It quickly becomes apparent that the Park home eclipses the Kims’ in more ways than one. Oft-collaborator Kyung-Pyo Hong (Snowpiercer and Mother) returns as cinematographer and has created a completely unique vocabulary of light to subtly enhance these differences—from the sallow fluorescents of the Kims’ apartment to the clear, unfiltered brightness of the Park home and later, to dank and subterranean depths.
A huge fan of director Ki-young Kim and his 1960 film The Housemaid, Bong also stresses the importance of stairs in this film. As a sign of affluence for Koreans, the verticality symbolizes the ability to afford a multi-level home. In Parasite, Ki-woo climbs flights of stairs to leave his neighborhood, and even coming into the Park’s home, the camera swings upward with Ki-woo’s gaze to reiterate how he has to ascend to reach it. Just as key, if not more so, are the moments when characters in the film descend. The stairs, visually and as a metaphor, work double duty to represent the futile struggles of the lower class to rise above their station.
Bong wields plenty of other metaphors too, and not a single one feels superfluous. Parasite presents more than a technically tight story though, and the expert handling of characters gives it its emotional heft. Furthermore, while the story threatens to fly off the rails at several points, Bong somehow takes all of the details he sprinkles throughout and wraps it up with pathos and genuine empathy in the last act. The script crackles, and you can expect the usual wacky and dark humor of Bong paired with a mastery of form. You never know what could happen next, but you’re confident in his hands no matter where the story leads.
Gender: 4.5/5
Does it pass the Bechdel Test? YES
GradeMyMovie.com Assessment: 45% of key cast and crew members were women.

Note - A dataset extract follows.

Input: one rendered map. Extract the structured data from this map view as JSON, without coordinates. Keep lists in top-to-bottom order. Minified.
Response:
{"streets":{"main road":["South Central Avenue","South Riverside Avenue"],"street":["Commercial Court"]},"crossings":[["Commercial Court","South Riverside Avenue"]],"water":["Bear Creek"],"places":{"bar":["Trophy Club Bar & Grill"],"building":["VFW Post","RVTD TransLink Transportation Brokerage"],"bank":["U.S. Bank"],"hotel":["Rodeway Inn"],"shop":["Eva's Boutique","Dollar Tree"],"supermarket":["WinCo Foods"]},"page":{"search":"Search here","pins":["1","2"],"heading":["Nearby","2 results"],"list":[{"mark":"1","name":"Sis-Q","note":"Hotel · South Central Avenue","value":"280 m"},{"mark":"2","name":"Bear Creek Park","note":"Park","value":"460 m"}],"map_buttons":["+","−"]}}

In the midst of a raging flood, Ki-woo and patriarch Ki-taek (Kang-ho Song) struggle to salvage important items from their destroyed home, but the family’s daughter Ki-jung Kim (So-dam Park) casually lights up a cigarette while sitting on a toilet lid that spews sewage everywhere. It’s a mood, and I love it. Parasite’s women, including Ki-jung, are multi-faceted and serve themselves rather than a dominating male presence. Ki-jung exudes level-headed coolness and remains unfazed at the bad cards (or sludge water) the world deals her. Rather than believe the house always wins, she uses her smarts and swagger to propel her family forward using whatever means necessary.
Her mother, Choong-sook Kim (Hye-jin Jang), is equally complex and plays a dominant role as head of the family, in partnership with her husband. A former shot put champion, her framed silver medal takes up one of the few places of honor in the home. Bong has previously showcased athletic women in his movies, like the archer of The Host, and Mrs. Kim indeed flexes the muscles in the family. Even when her husband play-fights with her, no one takes it seriously because the entire family knows that mild-mannered Ki-taek would lose out to the matriarch.
As for the Parks, the first word we hear used to describe Mrs. Park in Parasite is “simple”, but that’s only in the eyes of those who don’t bother to dig deeper. While naive, her character reflects her social status as someone who has never been given a reason to distrust anyone. Mr. Park belittles his wife due to her lack of skill as a traditional homemaker in cooking and cleaning, but her genuine compassion comes from wanting the best for her family.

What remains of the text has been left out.